As Serov said, Hitler's corpse was soon secretly buried at the direction of Moscow for some time in the courtyard of the headquarters of the Soviet army, stationed in Frankfurt an der Oder. A table was dug into his grave, and Soviet soldiers played chess and dominoes on it, not knowing who was lying under their feet. During the Potsdam conference, Serov asked Stalin and Molotov if they would like to look at Hitler's corpse. But Stalin, he said, refused.
These are, in brief, information about the miserable end of the Fuehrer, which I gleaned from a conversation with General Serov. There is no reason not to trust them. Serov was responsible for their reliability with his head before Stalin.
Unfortunately, this interview was not published. A ban was imposed on its publication due to the fact that General Serov was in deep disgrace. In 1965, after Khrushchev was removed from power, he was even expelled from the party. There were a lot of things that connected him with the events of the Stalin era. There is evidence that he wrote memoirs. But it is still unknown where they are stored.

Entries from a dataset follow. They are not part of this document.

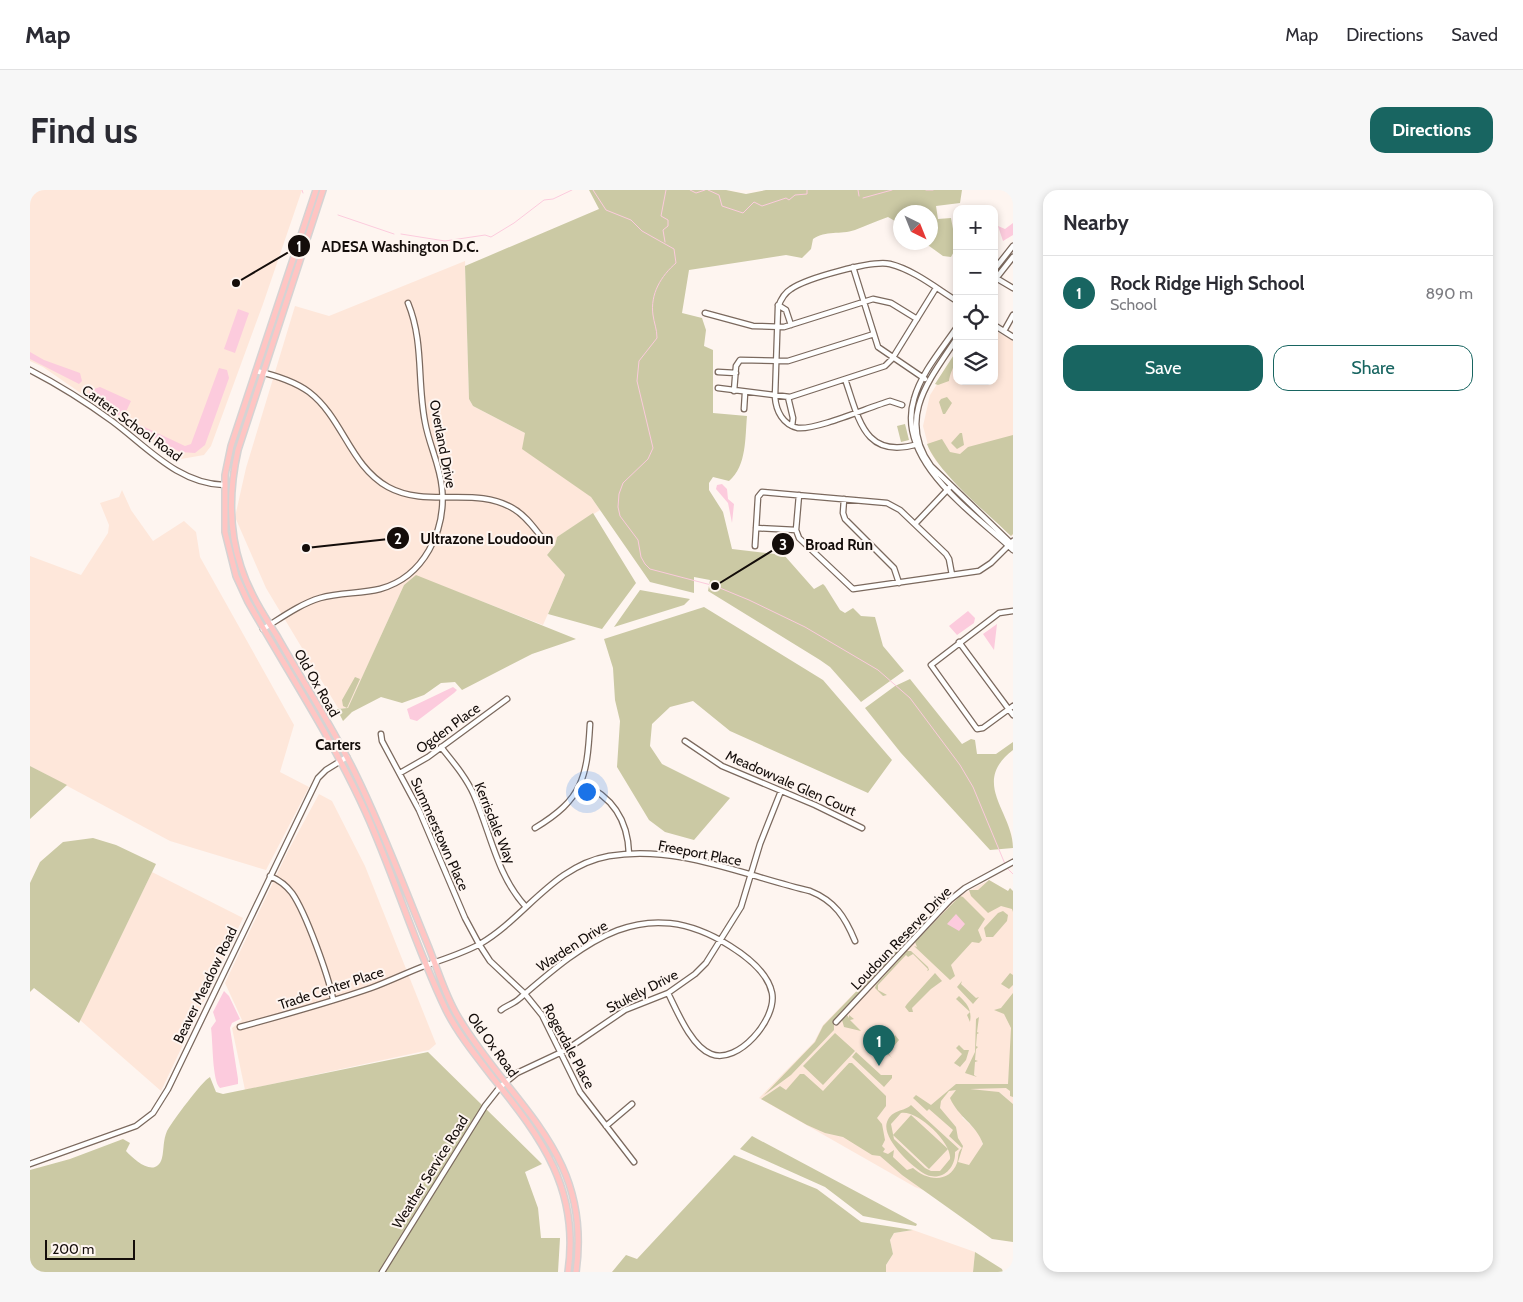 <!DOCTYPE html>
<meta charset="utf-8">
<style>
:root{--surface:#fff;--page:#f7f7f7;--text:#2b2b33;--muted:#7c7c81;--line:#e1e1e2;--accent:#186561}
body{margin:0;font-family:Cabin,sans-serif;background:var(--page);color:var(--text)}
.controls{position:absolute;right:15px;top:15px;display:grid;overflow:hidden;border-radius:10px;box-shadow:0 2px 8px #0003}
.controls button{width:45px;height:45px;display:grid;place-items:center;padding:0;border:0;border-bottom:1px solid var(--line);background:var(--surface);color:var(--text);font:25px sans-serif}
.compass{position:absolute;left:863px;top:15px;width:45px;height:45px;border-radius:50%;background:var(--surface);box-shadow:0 2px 8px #0003;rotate:137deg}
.scale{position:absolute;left:15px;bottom:12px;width:90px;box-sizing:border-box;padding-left:5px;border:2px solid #140d0a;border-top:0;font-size:14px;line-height:18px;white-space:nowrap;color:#140d0a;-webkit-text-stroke:4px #fef5f0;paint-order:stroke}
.you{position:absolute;left:556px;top:601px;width:18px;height:18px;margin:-12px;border:4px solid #fff;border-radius:50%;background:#1a73e8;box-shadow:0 0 0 8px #1a73e833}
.badge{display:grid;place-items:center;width:32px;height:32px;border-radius:50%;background:var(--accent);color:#fff;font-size:16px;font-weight:700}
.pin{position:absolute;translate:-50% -41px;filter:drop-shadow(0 1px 2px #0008)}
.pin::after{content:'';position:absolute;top:26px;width:18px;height:15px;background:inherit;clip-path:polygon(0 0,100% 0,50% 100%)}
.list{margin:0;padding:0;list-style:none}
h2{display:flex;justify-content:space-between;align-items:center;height:65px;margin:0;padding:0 20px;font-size:21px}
h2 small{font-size:16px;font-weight:400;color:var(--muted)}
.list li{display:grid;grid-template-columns:32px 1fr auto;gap:15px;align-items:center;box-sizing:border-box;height:75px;padding:0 20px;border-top:1px solid var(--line)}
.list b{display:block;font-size:19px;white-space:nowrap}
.list p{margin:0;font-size:16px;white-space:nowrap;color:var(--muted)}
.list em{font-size:16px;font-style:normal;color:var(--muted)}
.actions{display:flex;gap:10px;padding:15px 20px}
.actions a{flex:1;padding:11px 0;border:1px solid var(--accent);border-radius:15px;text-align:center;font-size:18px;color:var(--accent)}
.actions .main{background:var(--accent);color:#fff}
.icon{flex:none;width:28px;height:28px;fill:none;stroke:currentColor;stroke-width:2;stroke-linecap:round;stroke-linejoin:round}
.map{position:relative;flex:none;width:983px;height:1082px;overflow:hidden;border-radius:15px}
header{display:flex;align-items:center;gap:30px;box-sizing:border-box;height:70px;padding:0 25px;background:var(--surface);border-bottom:1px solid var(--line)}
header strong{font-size:24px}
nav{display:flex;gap:28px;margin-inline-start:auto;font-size:18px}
.intro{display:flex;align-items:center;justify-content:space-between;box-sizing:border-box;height:120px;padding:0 30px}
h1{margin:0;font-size:35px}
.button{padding:12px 22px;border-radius:15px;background:var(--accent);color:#fff;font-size:18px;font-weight:700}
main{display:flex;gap:30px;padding:0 30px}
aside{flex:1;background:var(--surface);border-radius:15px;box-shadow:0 2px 8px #0003}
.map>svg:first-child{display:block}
.built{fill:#fee7da}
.green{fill:#cbc9a4;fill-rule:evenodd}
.water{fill:#fccbdd}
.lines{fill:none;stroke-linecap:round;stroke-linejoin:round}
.stream{stroke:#fccbdd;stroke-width:1}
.minor-casing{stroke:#7b695e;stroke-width:7}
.major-casing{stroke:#d5d3d3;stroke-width:8}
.minor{stroke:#fff;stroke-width:4.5}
.major{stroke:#ffc5c3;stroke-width:5}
.labels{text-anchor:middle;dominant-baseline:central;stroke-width:4;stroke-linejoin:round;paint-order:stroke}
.street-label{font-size:14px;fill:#140d0a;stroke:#fef5f0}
.neighbourhood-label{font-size:15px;font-weight:bold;fill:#140d0a;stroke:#fef5f0}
.leader{fill:none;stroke:#140d0a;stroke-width:2}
.callout-dot{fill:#140d0a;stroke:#fef5f0;stroke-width:2}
.mark-label{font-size:15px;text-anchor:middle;font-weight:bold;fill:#fff}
.callout-label{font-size:15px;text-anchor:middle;font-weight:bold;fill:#140d0a;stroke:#fef5f0;stroke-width:4;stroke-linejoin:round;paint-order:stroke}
</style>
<header>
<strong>Map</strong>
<nav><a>Map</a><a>Directions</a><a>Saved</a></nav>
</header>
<div class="intro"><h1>Find us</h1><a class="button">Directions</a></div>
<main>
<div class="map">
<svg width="983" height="1082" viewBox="0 0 983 1082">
<rect width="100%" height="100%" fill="#fef5f0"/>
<!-- built -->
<path class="built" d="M0,0H272L233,114L181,256L174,265L151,269L136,262L13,177L0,171Z
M435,71L439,209L443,216L495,243L561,307L570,320L527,347L525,355L517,365L535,385L513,435L386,386L374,395L318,519L308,518L236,398L205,327L216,278L265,116L299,126Z
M964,140L983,151V345L981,346L906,271L899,259L893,236L900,205L927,163V191H964Z
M92,300L101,320L123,351L154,331L166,342L170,367L264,535L250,582L279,597L236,680L140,651L0,576V366L51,385L78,343L79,335L70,313L89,307Z
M289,604L302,611L335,676L406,854L399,860L215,900L202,838L212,830L195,793L258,661Z
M122,682L213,728L131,901L50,830Z
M959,690L983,704V914L969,902L932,927L949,943L953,955L948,965L928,988L918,996L899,1002L885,997L729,908L784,852L793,835L873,753L929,706Z
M883,1040L945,1062L943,1082H856V1075L863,1064L860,1050L864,1043Z"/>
<!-- green -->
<path class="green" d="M559,0H696L716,4L736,0H932L930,13L906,16L908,29L921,28L923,39L927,43V56L921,67L913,66L895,53L901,52V22H871L870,34L858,27C846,31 836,36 825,40C810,45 796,40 783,49L781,59L772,68L756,65L659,80L652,123L672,128L676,140L674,156L683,160V223L717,226C715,247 717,276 699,291L683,287L679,293V300L693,322L702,359L754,365L784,399L793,394L795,396L810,420L815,423L823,418L831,426L845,427L853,456L874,481L831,512L800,477L790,470L678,401L680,390L664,387V403L620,392L561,307L492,259L495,243L443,216L439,209L435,76L569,19Z
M927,160C927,175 921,178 919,191L908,195L905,194Z
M917,207L922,213L915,224H913L909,212L911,209Z
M875,234L879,250L871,252L867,236Z
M930,243H932L934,255L927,259L921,253Z
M983,245V344L981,346C956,322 909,284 897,254L912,249L920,262L930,264L938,257Z
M563,323L606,393L572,439L518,424L535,385L517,365L525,355L527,347Z
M386,385L546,449L502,464L432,500L425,492L411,493L394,505L372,513L351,507L322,522L313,531L307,519L318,518L374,395Z
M610,400L660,409L654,415L584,437Z
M674,417L793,490L862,570L838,603L700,541L663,511L640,517L622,534L620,556L632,574L700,608L664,650L635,642L619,630L587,577L590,531L585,510L583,478L574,449Z
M325,487L330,489L317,518L313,516L312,510Z
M880,489L932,554L941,549L945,550L947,564H966L983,552V560C940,593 983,622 983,658L960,660L871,563L835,518L865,496Z
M0,576L37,595L0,629Z
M63,648L86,655L126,674L49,833L4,798L0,802V693L10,672L33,652Z
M959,690L978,701L980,698L983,701V722L982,719L971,716L958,723L941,706L939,700H948Z
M930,706L933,707L955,729L948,740L952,750L949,753L942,752L921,775L925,786L920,790L884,756L887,757L885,752Z
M973,721L978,725L977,731L963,747H956L954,738L968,723Z
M873,753L875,754L873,756L804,832V840L761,885L734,905L785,852L793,836Z
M877,761H881L898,777L899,780L897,781L898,779L883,764L878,767L876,765L848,795V800L857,805L853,806L845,798L846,795Z
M905,783L912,791L901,799L882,818L883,822H879L875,817L877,814Z
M980,783L983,785V795L979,799L971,794Z
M932,791L931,794L946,808L949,807L943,814L927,797Z
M983,803V907L980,906V901L976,898L940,899L969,902L983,914V1052L962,1049L872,985L850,966L842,965L813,947L795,943L777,935L731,909L750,896L756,900L770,884H774L793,901L819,873H822L856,906V916L847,928L852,934L855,950L852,956L855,959L853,962L858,964L864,960L863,967L877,980L883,978C896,990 919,994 927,973C929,967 927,963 932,958L919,946L923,940L899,919L897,921L883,908L886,905L901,915L926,894H978L981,838L974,824L964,820L971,818ZM926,900L920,908C928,927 946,934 953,954L935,981L939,975L928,972L933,956L928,948L926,937L910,918L911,911L919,901Z
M929,806C938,814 942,821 940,832L937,825L940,822L926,809Z
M817,825L819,828V825L824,829L820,830L831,841L814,837L812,830Z
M949,827L947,842L949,843L947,844L946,856L948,857L946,859L945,870L948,871L945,872L944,885L947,887L935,883L945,862L946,829Z
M859,841L864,844L851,858L847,854Z
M805,843L825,861L793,895L773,876Z
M865,845L869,850L858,863L862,868L853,859Z
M929,855L934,860H939L936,870L930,877L924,873L932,864L926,858Z
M398,862L512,974L495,982L508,1018L511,1048H530L528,1082H0V980L40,969L93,949L100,953L96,961C104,970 126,989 132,968C134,959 133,950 137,941C142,932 172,891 180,887L186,902L193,904Z
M826,862L851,885H862V888L854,897L822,867Z
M881,915L929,959L925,962C926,977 913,991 897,985C883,979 851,948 857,932C862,919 874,922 881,915ZM871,923C888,920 922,953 920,969L910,981H901L895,978L864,949L861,934Z
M881,925L918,959L899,979L863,945Z
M722,946L887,1034L886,1036L833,1026L795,997L710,959Z
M704,965L787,999L831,1032L883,1040L864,1043L860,1050L863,1064L856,1075V1082H582L596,1065L607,1069Z
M945,1062L972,1079L973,1082H943Z"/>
<!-- water -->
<path class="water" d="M983,33V45L973,51L968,36L975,39Z
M208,119L219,123L205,163L194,159Z
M0,162L14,170L50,183L52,191L49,194L0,169Z
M189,178L197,180L199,188L175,255L165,263L150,262L104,236L106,233L155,256L161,254Z
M70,197L101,211L93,228L58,204L61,200Z
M692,294L697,299L698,309L704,314L702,333L698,313L686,299L687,295Z
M938,421L945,428L944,433L927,445L919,436Z
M967,434L964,460L953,444Z
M423,497L427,500L424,503L387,531L380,529L377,519Z
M926,724L935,734L929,741L917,734Z
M194,801L199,806L210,829L202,833L200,838L208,889V894L190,898C182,891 183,851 181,838L186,831L183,822Z"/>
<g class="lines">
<!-- stream -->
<path class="stream" d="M272,0L273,3
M563,0L576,20L601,30L612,41L644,59L646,73C631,86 620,104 623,125C624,133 627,139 627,148L609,171L607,191L623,258L618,269L593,293L589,304L588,317L590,326L608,350L611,367L615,374L620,379L685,396L719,410L775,437L848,480L880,508L930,575L943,597L975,674
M660,0L666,3L675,0
M678,0L689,5L692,16L713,23L724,12L732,16L756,8L759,10L765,5L777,4V0
M828,0L829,6
M896,0H903
M833,8L862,0
M308,25L364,44
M371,44L415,51L455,45L461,47L484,33L514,10L523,9L542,0
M635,52L633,40L638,36V30L631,26L636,0
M977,678L983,684"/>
<!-- minor casing -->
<g class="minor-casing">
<path id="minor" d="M823,77L848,157L895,189
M964,80L983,56
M966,88L983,98
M964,91L983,67
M748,115L756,120L761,135
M675,123L723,136L754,137L843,109L861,113L887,129
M964,135L983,147
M927,137C912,159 891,183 884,209C865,271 944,323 983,360
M974,141L983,125
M927,148C900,189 866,228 901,276L983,355
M0,180C29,195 56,212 82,231C116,256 148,294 194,295
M226,181C244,185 264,191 279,202C313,228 320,276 358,297C398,319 446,295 484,319C496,326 504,338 513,349
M688,182L706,183
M815,189C829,229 834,270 888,254
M688,198L760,207L855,176L862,169L906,98
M704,201L706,176L710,170L758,171L844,144
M758,207L763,228L762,236
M872,215L860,211C839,217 787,240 768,238C753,235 746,221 745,207L748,117C751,109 754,103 761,99C777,88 842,70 860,74C884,80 906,98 927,111
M714,219L715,203
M769,305L766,340L769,348L823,399L949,381L961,373L983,351
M814,309L813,323L815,329L864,378L869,393
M885,334L920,297
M726,338L766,340
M725,356L728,307L732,302L857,313L870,320L916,364L919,369L922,385
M983,421L969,423L901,475L947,539L953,538L983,516
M233,439C251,428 270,414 290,408C310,402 330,404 350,399C394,387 416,341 412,298C410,275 399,255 395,232C387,191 394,152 378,113
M929,452L983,525
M351,544L352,551L389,620L435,728L449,754L460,771L495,804L512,825L550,902L604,972
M655,551L692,576L785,615L832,638
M411,557C423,572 436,587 444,605C461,644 467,686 496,717
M370,583L398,567L477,509
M551,593C582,606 598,630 599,664
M505,638C553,609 557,588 560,534
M240,686C249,690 256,695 262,703C276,723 298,785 303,809
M471,820C477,815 484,814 490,808C556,751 614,702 700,756C716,766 738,783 742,803C747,829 708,875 681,864C661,856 647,821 638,803
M806,832L920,710L935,698L983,672
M210,837C254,825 298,813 341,798C360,791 378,782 397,775C415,769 433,763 450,754C496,727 523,676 579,666C647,654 715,686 780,701C805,711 815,727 825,751
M576,936L602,914
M0,974L106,936L123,923L138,899L288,588L296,580L317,567
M352,1082L455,916L470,897L487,883L536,860L595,820L638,803L665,784L676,773L711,717L730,654L751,601"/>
</g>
<!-- major casing -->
<g class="major-casing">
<path id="major" d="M286,0L201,256L195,285V342L206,386L218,412C258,482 303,550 336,623C365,687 385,756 416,820C428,844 446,866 463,888C512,948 550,1000 538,1082
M293,0L208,260C199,300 198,338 211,377C219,402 233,424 247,446C273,492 303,537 326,585C353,640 374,697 397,753C407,777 414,803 427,825C480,915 563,961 546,1082"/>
</g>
<!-- minor -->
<use href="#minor" class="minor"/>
<!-- major -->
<use href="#major" class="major"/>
</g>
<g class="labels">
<!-- street labels -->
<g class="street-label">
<text transform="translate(102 233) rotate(36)">Carters School Road</text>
<text transform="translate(413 254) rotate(79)">Overland Drive</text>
<text transform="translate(287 493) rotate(60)">Old Ox Road</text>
<text transform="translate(418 538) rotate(-36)">Ogden Place</text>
<text transform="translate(761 593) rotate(24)">Meadowvale Glen Court</text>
<text transform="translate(465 633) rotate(68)">Kerrisdale Way</text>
<text transform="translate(410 644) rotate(66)">Summerstown Place</text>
<text transform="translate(670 663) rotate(11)">Freeport Place</text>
<text transform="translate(871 748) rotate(-46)">Loudoun Reserve Drive</text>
<text transform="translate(542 756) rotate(-33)">Warden Drive</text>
<text transform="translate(175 795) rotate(-64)">Beaver Meadow Road</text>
<text transform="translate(301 798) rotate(-18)">Trade Center Place</text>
<text transform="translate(612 801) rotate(-27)">Stukely Drive</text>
<text transform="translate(463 855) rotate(54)">Old Ox Road</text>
<text transform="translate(539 856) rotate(62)">Rogerdale Place</text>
<text transform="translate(400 982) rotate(-58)">Weather Service Road</text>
</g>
<!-- neighbourhood labels -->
<g class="neighbourhood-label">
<text x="308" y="555">Carters</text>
</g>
</g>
<!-- callouts -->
<path class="leader" d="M206 93L269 56M276 358L368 348M685 396L753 354"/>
<g class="callout-dot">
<circle cx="206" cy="93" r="5"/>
<circle cx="276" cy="358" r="5"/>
<circle cx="685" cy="396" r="5"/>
<circle cx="269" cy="56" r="12"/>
<circle cx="368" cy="348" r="12"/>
<circle cx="753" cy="354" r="12"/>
</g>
<g class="mark-label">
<text x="269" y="62">1</text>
<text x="368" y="354">2</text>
<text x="753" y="360">3</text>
</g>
<g class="callout-label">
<text x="370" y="62">ADESA Washington D.C.</text>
<text x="457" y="354">Ultrazone Loudooun</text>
<text x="809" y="360">Broad Run</text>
</g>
</svg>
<div class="controls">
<button>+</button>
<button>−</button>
<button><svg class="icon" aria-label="locate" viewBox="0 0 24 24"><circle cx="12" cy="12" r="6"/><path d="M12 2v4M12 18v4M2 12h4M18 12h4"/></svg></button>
<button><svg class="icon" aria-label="layers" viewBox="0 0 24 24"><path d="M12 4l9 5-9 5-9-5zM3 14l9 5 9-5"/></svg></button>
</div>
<svg class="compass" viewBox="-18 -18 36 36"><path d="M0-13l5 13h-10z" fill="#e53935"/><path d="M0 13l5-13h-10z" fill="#7c7c81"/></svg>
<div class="scale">200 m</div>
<div class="you"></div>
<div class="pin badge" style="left:849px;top:876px">1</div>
</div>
<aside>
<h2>Nearby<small></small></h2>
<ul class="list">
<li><span class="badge">1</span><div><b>Rock Ridge High School</b><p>School</p></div><em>890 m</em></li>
</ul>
<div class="actions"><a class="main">Save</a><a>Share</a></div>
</aside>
</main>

The captive Gunsche, as Serov said, was ordered to prepare something like a report or memoirs about life at Hitler's headquarters. He worked on these memories for many months, being in the Lubyanka in the building of the Ministry of State Security, and as a result created a work of about a thousand pages. It also recreated the picture of Hitler's death. Serov said that only members of the Politburo were allowed to read these memoirs, and they read them very willingly. An abridged version of the translation was specially prepared for them.
By some unknown means, this version, arbitrarily abbreviated by the translator, was published in the Federal Republic of Germany several years ago. Someone probably made a lot of money from this. The publication in Russian of the full version of these memoirs is still waiting in the wings. Gunsche himself was released home, and he lived until his death near Bonn. By the way, Hitler's personal chauffeur Kempke published in Germany back in 1960 his book I Burned Hitler.
Thus, there is no reason to believe the hypothesis that Hitler managed to escape from Berlin from retaliation. His "march to the East" ended in a pitiful end in his own lair. It is symbolic that his charred corpse ended up in the hands of Soviet troops. As for the American film "Hitler's Escape", it turned out to be another sensational "cheap movie".